Os governos Collor e FHC aderiram plenamente ao regime capitalista financeiro neoliberal ao escancarar o país com as privatizações, com a desregulamentação para fluxos de capitais financeiros e de investimento, com a abertura para importação e redução drástica de impostos sobre produtos importados. No entanto, nosso país teve sua completa conversão ao modelo neoliberal, dominante no mundo desde o último quarto do século XX, bloqueada pelos governos de Lula e Dilma.

Como realizar e embolsar esse imenso lucro potencial com os negócios no Brasil?

Suely Rolnik nos ensina que, para atingir seu fim último, o capitalismo contemporâneo mundial precisa “eliminar todo e qualquer tipo de estorvo que interrompa ou diminua a velocidade da circulação de capitais, de informação e de subjetividades por vários lugares e funções. Os obstáculos podem ser encontrados em qualquer rota do capital e são de ordens variadas e variáveis – pessoas, grupos, instituições, serviços, postos de trabalho, fronteiras, países, leis, imaginários, hábitos, modos de existência, etc.”

“O Estado de direito e o regime democrático estão entre os principais obstáculos macropolíticos ao capitalismo financeirizado globalitário”, aponta ela e adverte que o seriado se passa no Brasil, porém, com pequenas adaptações, é semelhante à versão paraguaia, espanhola, polonesa, austríaca, húngara ou russa: “Com variações de nuances para adaptar-se aos diferentes contextos, a estratégia do novo tipo de golpe de Estado tende a ser a mesma.”

Primeira temporada

Por toda parte é evidente que o poder repousa nas mãos do capitalismo financeiro neoliberal e, simultaneamente, verifica-se a tomada do poder por forças conservadoras. Suely Rolnik mostra como isso se deu no Brasil:

Na primeira temporada (que no Brasil tem início em 2005 com o ‘Mensalão’), se estabelece uma aliança entre, de um lado, os poderes Legislativo, Judiciário e Policial e, de outro, o empresariado nacional – mais direta a ativamente os grupos que detém o poder da mídia. A política e o direito encontram-se plenamente integrados (o que, aliás, não é novo no Brasil). Os juízes envolvidos na operação do golpe manipulam despudoradamente as regras constitucionais existentes – ou até as mudam se necessário –, em favor dos interesses políticos no poder, os quais eles não só compartilham, mas tem em sua defesa um papel central. São condenados à prisão acusados sem prova concreta (como é o caso de Lula), enquanto são considerados inocentes ou punidos com penas bem mais leves, acusados com base em provas escandalosas…

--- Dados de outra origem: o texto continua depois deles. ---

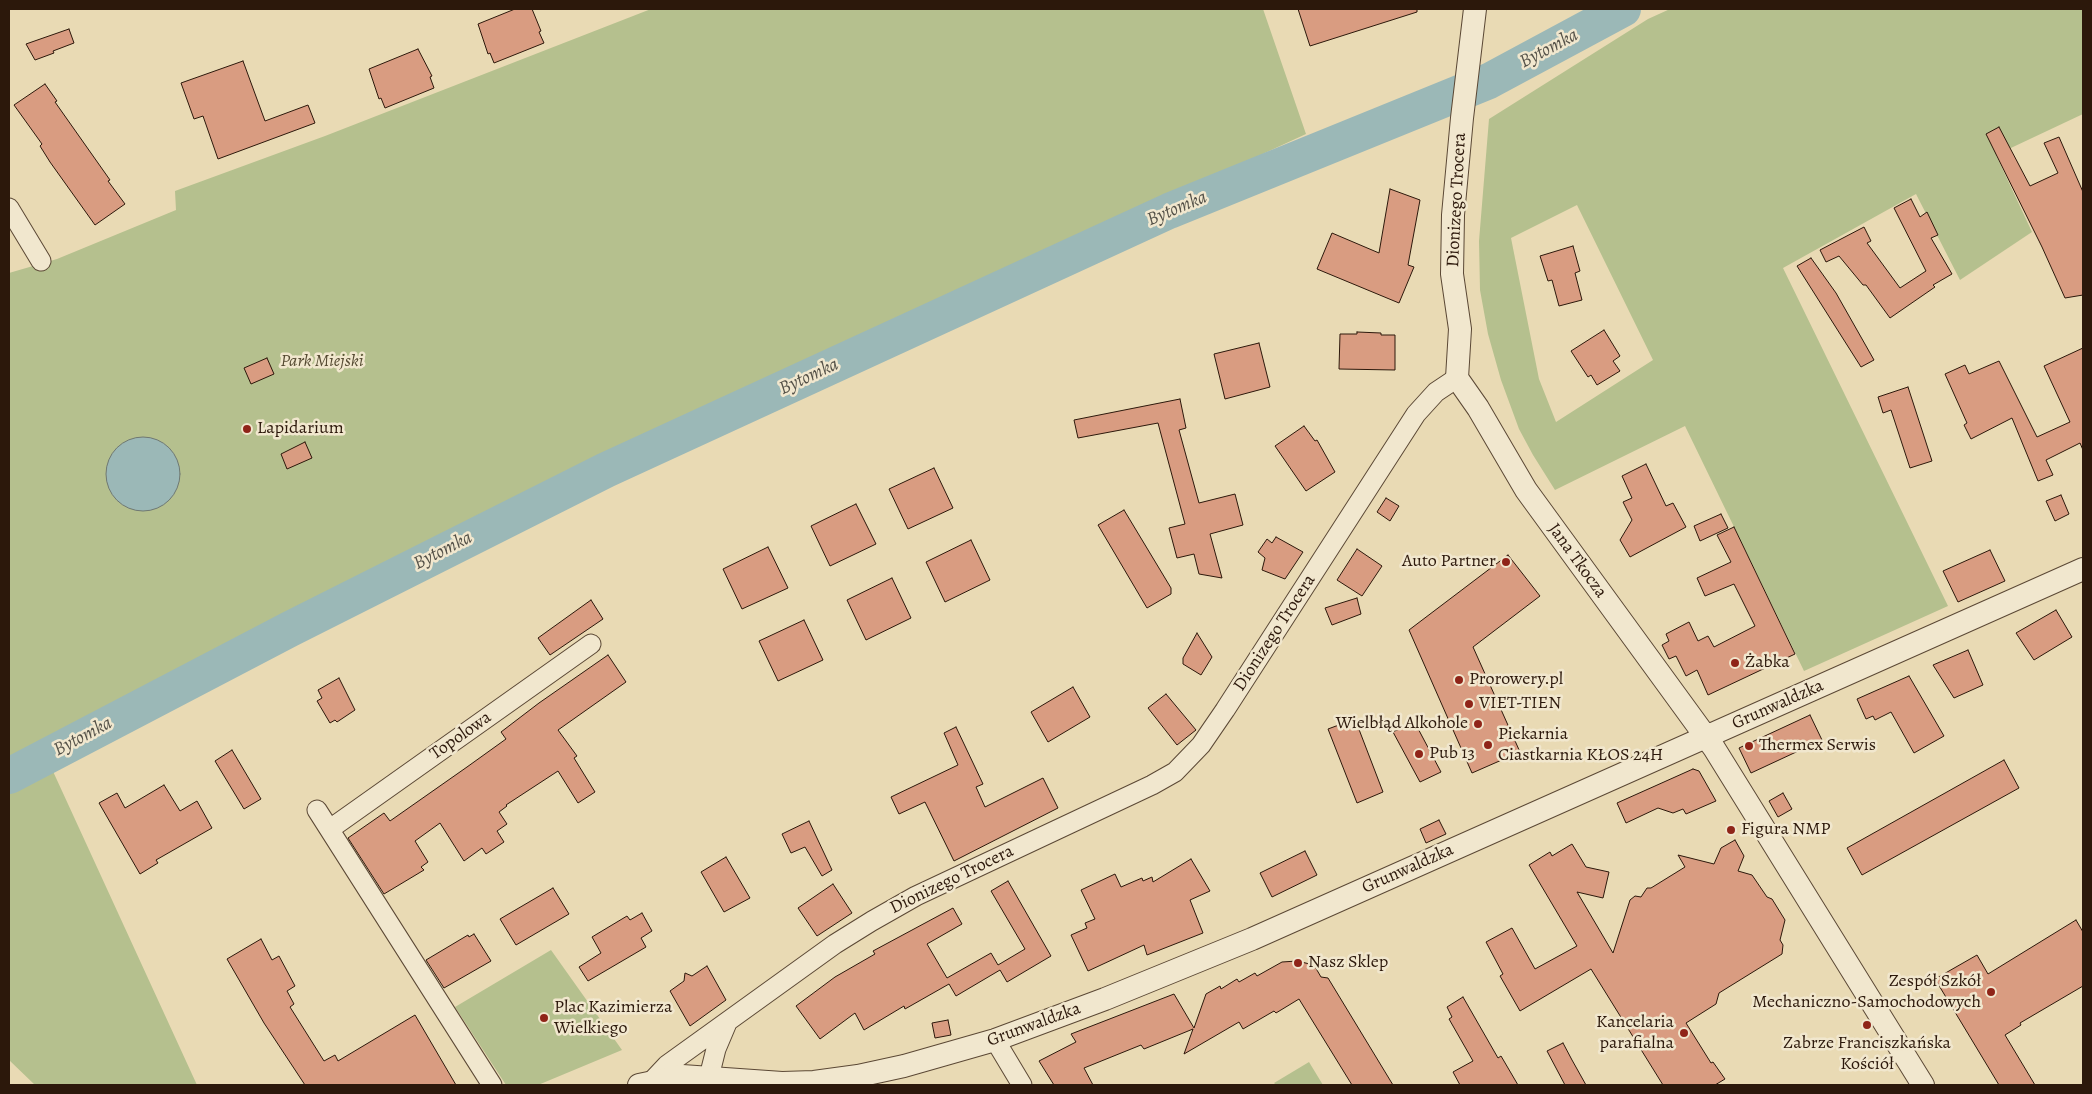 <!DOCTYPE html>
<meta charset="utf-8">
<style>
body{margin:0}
#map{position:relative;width:2092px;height:1094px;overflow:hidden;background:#e9dab4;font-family:Alegreya,serif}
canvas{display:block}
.frame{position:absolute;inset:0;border:10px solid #2c180b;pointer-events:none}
</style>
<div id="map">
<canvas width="2092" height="1094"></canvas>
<div class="frame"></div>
</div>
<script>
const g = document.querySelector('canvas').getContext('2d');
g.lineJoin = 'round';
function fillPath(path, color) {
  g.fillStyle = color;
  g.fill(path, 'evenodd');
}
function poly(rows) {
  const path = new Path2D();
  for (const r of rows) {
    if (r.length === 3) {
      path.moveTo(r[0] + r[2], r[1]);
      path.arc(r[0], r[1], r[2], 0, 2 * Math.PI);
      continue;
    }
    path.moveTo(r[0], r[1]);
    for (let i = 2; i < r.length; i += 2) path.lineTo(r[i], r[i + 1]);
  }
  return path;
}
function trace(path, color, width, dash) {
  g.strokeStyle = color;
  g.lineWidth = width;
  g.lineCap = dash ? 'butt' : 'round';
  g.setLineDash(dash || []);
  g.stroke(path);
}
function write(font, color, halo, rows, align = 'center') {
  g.font = font + ' Alegreya,serif';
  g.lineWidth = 5;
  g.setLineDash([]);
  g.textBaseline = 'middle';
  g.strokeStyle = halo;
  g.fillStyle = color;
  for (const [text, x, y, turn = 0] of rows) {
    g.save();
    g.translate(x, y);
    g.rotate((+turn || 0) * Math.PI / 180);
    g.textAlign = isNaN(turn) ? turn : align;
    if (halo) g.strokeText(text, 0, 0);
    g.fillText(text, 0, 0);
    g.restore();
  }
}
fillPath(poly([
 [651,9,1263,9,1306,134,549,483,9,760,9,273,57,259,176,210,175,191,325,136],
 [1670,9,2083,9,2083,114,1996,155,2032,232,1960,280,1916,194,1783,268,1948,606,1804,671,1685,426,1555,490,1533,455,1519,429,1501,380,1488,334,1480,290,1479,241,1489,119,1648,19],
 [1577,205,1653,360,1556,422,1539,379,1511,238],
 [51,767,197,1085,35,1085,9,1060,9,789],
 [551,950,622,1050,538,1085,506,1085,455,1007],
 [1309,1062,1323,1085,1276,1085,1274,1083]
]), '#b5c08e');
const water = poly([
 [143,474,37]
]);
fillPath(water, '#9bb8b7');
trace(water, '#6f7872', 1);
trace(poly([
 [9,776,290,629,606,470,1169,211,1489,81,1623,9]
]), '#9bb8b7', 36);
const building = poly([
 [515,9,532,9,541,31,539,32,544,43,494,63,490,53,488,54,478,24,515,9],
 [1298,9,1417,9,1417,12,1310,46,1298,9],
 [69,29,74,43,53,51,54,53,35,60,26,44,69,29],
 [418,49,432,76,430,77,434,88,385,108,381,98,379,99,369,69,418,49],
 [243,61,265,121,308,105,315,123,218,159,203,116,194,119,181,83,243,61],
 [45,84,57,101,55,102,110,180,108,181,125,204,95,225,50,162,40,146,42,144,14,105,45,84],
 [1999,127,2030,186,2058,173,2044,143,2059,137,2083,192,2083,295,2065,298,2042,247,1986,134,1999,127],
 [1390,189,1420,200,1408,265,1414,267,1399,303,1317,269,1332,233,1379,253,1390,189],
 [1911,199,1920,217,1927,212,1938,235,1931,238,1952,274,1933,285,1935,287,1890,318,1866,285,1863,285,1839,256,1826,262,1820,250,1864,227,1871,241,1867,243,1900,288,1926,271,1894,208,1911,199],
 [1573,246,1580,271,1575,273,1582,300,1559,306,1552,280,1548,281,1540,256,1573,246],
 [1811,258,1836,293,1874,360,1861,367,1797,266,1811,258],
 [1604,330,1620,356,1613,361,1620,371,1597,385,1591,375,1588,377,1571,351,1604,330],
 [1357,332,1381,333,1381,335,1395,335,1395,370,1339,369,1340,334,1357,334,1357,332],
 [1259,343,1270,387,1225,399,1214,354,1259,343],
 [2083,348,2083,450,2080,443,2046,460,2053,475,2038,481,2012,418,1971,439,1964,425,1967,423,1945,374,1965,365,1969,374,1999,361,2037,437,2070,422,2044,366,2083,348],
 [267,358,274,374,251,384,244,368,267,358],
 [1908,387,1932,461,1910,468,1891,410,1883,413,1878,397,1908,387],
 [1180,399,1186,428,1179,430,1199,503,1235,494,1243,525,1210,534,1222,578,1199,574,1194,554,1177,558,1169,528,1185,524,1158,423,1078,438,1074,420,1180,399],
 [1304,426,1315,441,1317,440,1335,472,1306,491,1275,446,1304,426],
 [305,442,312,458,287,469,281,454,305,442],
 [1646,464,1666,506,1673,503,1686,527,1630,557,1620,540,1632,520,1623,502,1632,498,1622,476,1646,464],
 [934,468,953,508,908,529,889,489,934,468],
 [2061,495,2069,514,2055,521,2046,501,2061,495],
 [1386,498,1399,506,1390,521,1377,512,1386,498],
 [856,504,876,544,830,566,811,526,856,504],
 [1124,510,1171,588,1171,594,1147,608,1098,525,1124,510],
 [1721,514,1728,528,1700,541,1694,526,1721,514],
 [1734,527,1795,654,1708,695,1697,670,1686,676,1676,656,1669,659,1662,645,1669,641,1666,634,1689,622,1698,641,1708,636,1714,647,1755,626,1734,584,1705,596,1697,578,1731,562,1717,535,1734,527],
 [1276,537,1303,552,1285,579,1262,570,1265,558,1258,552,1267,539,1272,543,1276,537],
 [971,540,990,580,945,602,926,562,971,540],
 [768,547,788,588,742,609,723,569,768,547],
 [1357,549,1382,566,1362,596,1337,580,1357,549],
 [1990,550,2005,581,1958,602,1943,571,1990,550],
 [1508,555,1540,596,1473,647,1520,752,1472,773,1409,630,1508,555],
 [892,578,911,618,866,640,847,600,892,578],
 [1357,598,1361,614,1332,625,1325,608,1357,598],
 [591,600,603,619,550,655,538,638,591,600],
 [2056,610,2072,637,2034,660,2016,633,2056,610],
 [804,620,823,660,778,681,759,641,804,620],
 [1197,633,1212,657,1201,675,1183,664,1183,658,1197,633],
 [1968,650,1983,685,1954,698,1933,665,1968,650],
 [608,655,626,682,558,730,577,756,574,758,595,792,578,803,558,771,506,805,507,806,499,812,507,824,497,831,504,842,486,854,482,848,464,861,440,823,415,841,428,862,421,867,424,870,384,894,348,838,384,813,390,821,467,767,506,739,501,732,539,703,608,655],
 [1909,676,1944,736,1914,753,1891,712,1875,720,1873,716,1866,719,1857,699,1909,676],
 [339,678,355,710,337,722,335,720,330,723,317,701,322,698,318,690,339,678],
 [1073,687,1090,717,1048,742,1031,712,1073,687],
 [1166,694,1196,730,1177,745,1148,708,1166,694],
 [1810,715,1822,740,1751,773,1739,748,1810,715],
 [1355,719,1383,792,1357,803,1328,729,1355,719],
 [1414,721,1441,772,1420,782,1393,732,1414,721],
 [956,727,983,784,976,787,985,807,1043,778,1058,808,954,861,925,802,899,814,891,797,958,765,944,733,956,727],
 [232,750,261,799,244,809,215,761,232,750],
 [2004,760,2019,788,1862,875,1847,848,2004,760],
 [1693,769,1699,771,1716,801,1686,814,1683,809,1673,813,1658,808,1626,823,1617,803,1693,769],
 [164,785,180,811,197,801,212,828,156,860,158,863,140,874,99,803,117,793,125,808,164,785],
 [1783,793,1792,809,1778,817,1769,801,1783,793],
 [1439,820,1446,834,1426,843,1420,829,1439,820],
 [809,821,832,870,822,876,805,847,791,853,782,834,809,821],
 [1735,840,1744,856,1738,871,1752,875,1767,897,1772,899,1785,920,1780,940,1783,945,1782,954,1719,993,1716,1004,1686,1023,1711,1063,1713,1062,1725,1079,1715,1085,1663,1085,1591,969,1520,1011,1500,976,1503,974,1486,942,1512,928,1535,969,1577,946,1529,865,1550,852,1552,856,1572,844,1586,867,1609,872,1603,898,1577,892,1613,953,1630,900,1635,896,1641,897,1647,888,1651,888,1685,867,1678,855,1714,864,1721,848,1735,840],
 [1305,851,1317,875,1272,897,1260,873,1305,851],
 [726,857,750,898,724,912,701,872,726,857],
 [1191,859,1210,891,1190,900,1203,933,1147,955,1144,945,1088,971,1071,935,1087,928,1085,923,1095,919,1081,890,1115,874,1121,887,1142,878,1143,881,1152,877,1153,882,1191,859],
 [1008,881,1051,956,1007,982,1000,970,956,996,949,984,905,1009,904,1006,864,1030,855,1013,820,1039,796,1006,835,977,875,954,873,951,953,908,962,924,927,944,947,978,991,953,998,965,1025,949,991,891,1008,881],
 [833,884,852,913,817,936,798,908,833,884],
 [553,888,569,914,516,945,500,919,553,888],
 [642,913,652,931,641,938,646,947,588,981,579,967,601,953,592,937,627,916,630,920,642,913],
 [2076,920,2083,932,2083,986,2020,1023,2021,1025,2005,1035,2035,1085,1999,1085,1935,979,1977,955,1988,974,2076,920],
 [474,934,491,961,444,988,426,960,468,935,469,937,474,934],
 [261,939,272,960,279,956,295,986,287,991,294,1004,290,1007,324,1061,335,1055,338,1061,415,1015,456,1085,305,1085,264,1023,227,959,261,939],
 [1297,961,1314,965,1321,977,1328,978,1393,1085,1352,1085,1299,999,1276,1013,1274,1011,1243,1029,1239,1022,1184,1054,1193,1029,1144,1049,1141,1045,1084,1068,1093,1085,1054,1085,1039,1061,1076,1042,1071,1034,1174,994,1194,1028,1206,994,1220,986,1221,989,1237,979,1239,982,1255,973,1257,976,1282,962,1297,961],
 [707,966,726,1000,690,1026,670,991,684,981,685,973,692,976,707,966],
 [1463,997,1498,1058,1501,1056,1518,1085,1460,1085,1453,1072,1473,1061,1449,1019,1452,1017,1447,1007,1463,997],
 [948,1020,951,1035,935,1038,932,1023,948,1020],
 [1563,1043,1572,1060,1586,1085,1565,1085,1547,1051,1563,1043]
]);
fillPath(building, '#d99c81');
trace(building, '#2c180b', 1);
const minor = poly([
 [9,208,41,261],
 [317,810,492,1085],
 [330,829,591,644],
 [995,1040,1022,1085],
 [651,1082,667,1065,835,944,872,921,916,896,1152,785,1175,772,1201,745,1225,710,1416,414,1436,392,1457,378],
 [707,1085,716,1049,727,1023]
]);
const tertiary = poly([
 [1475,9,1462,118,1453,215,1452,274,1460,329,1457,378,1478,408,1526,490,1714,748,1923,1085],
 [639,1085,682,1076,782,1083,814,1082,858,1076,904,1066,995,1040,1105,999,1252,939,2083,569]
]);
trace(minor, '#5b4835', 21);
trace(tertiary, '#5b4835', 24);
trace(minor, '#f1e7ce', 19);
trace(tertiary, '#f1e7ce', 22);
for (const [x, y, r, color] of [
 [247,429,5,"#8f2418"],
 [1506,562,5,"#8f2418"],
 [1735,663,5,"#8f2418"],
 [1459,680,5,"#8f2418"],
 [1469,704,5,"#8f2418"],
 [1478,724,5,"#8f2418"],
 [1488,745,5,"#8f2418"],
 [1749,746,5,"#8f2418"],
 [1419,754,5,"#8f2418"],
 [1731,830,5,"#8f2418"],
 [1298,963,5,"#8f2418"],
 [1991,992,5,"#8f2418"],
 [544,1018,5,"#8f2418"],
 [1867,1025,5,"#8f2418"],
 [1684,1033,5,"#8f2418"]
]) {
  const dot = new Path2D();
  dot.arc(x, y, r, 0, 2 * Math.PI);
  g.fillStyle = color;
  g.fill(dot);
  trace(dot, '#f1e7ce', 2);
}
write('18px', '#2c180b', '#f1e7ce', [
 ["Dionizego Trocera",1457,200,-87],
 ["Jana Tkocza",1577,561,54],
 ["Dionizego Trocera",1275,633,-57],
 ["Grunwaldzka",1778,705,-24],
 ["Topolowa",461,736,-35],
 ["Grunwaldzka",1408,869,-24],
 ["Dionizego Trocera",952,880,-26],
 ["Grunwaldzka",1034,1025,-20]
]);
write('italic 18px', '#554a32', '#f1e7ce', [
 ["Park Miejski",322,362]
]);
write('18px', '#2c180b', '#f1e7ce', [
 ["Lapidarium",257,429],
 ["Auto Partner",1496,562,"right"],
 ["Żabka",1745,663],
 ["Prorowery.pl",1469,680],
 ["VIET-TIEN",1479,704],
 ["Wielbłąd Alkohole",1468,724,"right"],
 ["Piekarnia",1498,735],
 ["Ciastkarnia KŁOS 24H",1498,756],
 ["Thermex Serwis",1759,746],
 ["Pub 13",1429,754],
 ["Figura NMP",1741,830],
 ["Nasz Sklep",1308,963],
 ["Zespół Szkół",1981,982,"right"],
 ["Mechaniczno-Samochodowych",1981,1003,"right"],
 ["Plac Kazimierza",554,1008],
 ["Wielkiego",554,1029],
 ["Kancelaria",1674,1023,"right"],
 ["parafialna",1674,1044,"right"],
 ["Zabrze Franciszkańska",1867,1044,"center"],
 ["Kościół",1867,1065,"center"]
], 'left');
write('italic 19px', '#535047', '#f1e7ce', [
 ["Bytomka",1549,49,-28],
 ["Bytomka",1177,209,-23],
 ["Bytomka",809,377,-25],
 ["Bytomka",443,551,-27],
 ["Bytomka",83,737,-28]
]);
</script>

Sustentados por esta aliança e ocupando a maioria no Congresso Nacional, os capangas do capitalismo financeirizado dão o golpe que expulsa do governo seus líderes mais à esquerda. Usa-se para demonizá-los não só denúncias de corrupção não comprovada (é o caso de Lula), mas também sua suposta responsabilidade pela crise econômica do país, que na verdade é apenas um sintoma local da crise mundial (é o caso de Dilma). Mas o seriado do golpe não se encerra com a condenação de vários líderes do PT e do processo de destruição do imaginário democrático, culminando no episódio do impeachment de Dilma (agosto de 2106).

Segunda temporada

As mudanças constitucionais, como o congelamento de gastos, o desmonte dos direitos trabalhistas e a reforma da previdência fazem parte da segunda temporada do seriado do golpe, em que “o foco será o indispensável desmonte da Constituição. Para prepará-lo micropoliticamente o script se concentrará em tornar bem mais aterrorizador o fantasma da crise econômica, assim como intensificar a desqualificação do imaginário progressista, já parcialmente conquistada na primeira temporada.”

Os efeitos da “destruição do imaginário democrático” e da “desqualificação do imaginário progressista”, apontadas por Rolnik, são evidentes entre aqueles que hoje não se incomodam em defender a democracia, que julgam que todos os políticos são, sem exceção, “farinha do mesmo saco” e que flertam com candidatos autoritários. Há nesse grupo até ditos “ex-petistas” ou “ex-progressistas”.

Reforçar o temor de um colapso econômico, bem como denunciar políticos e empresários coadjuvantes no golpe, fazem parte da segunda temporada. Continua Rolnik:

Paralelamente, ainda nesta segunda temporada, enquanto se introduz na narrativa oficial as denúncias de corrupção contra os políticos capangas, o mesmo se faz com o empresariado nacional, incluindo os altos executivos. Poupa-se nesta operação os bancos, parcela do empresariado ligada ao capital financeirizado e que inclusive, neste mesmo momento, tem perdoada parcela significativa de suas dívidas com o governo. Visa-se sobretudo as grandes empreiteiras … A permanência em cena desta parcela do empresariado apenas interessa aos líderes do capitalismo globalitário enquanto precisem de sua cumplicidade não só para a destruição do imaginário de esquerda – e da defesa das leis democráticas que este sustenta –, mas também para trazer dados que, selecionados, respaldem e reforcem a ideia de que estamos diante de um eminente colapso econômico.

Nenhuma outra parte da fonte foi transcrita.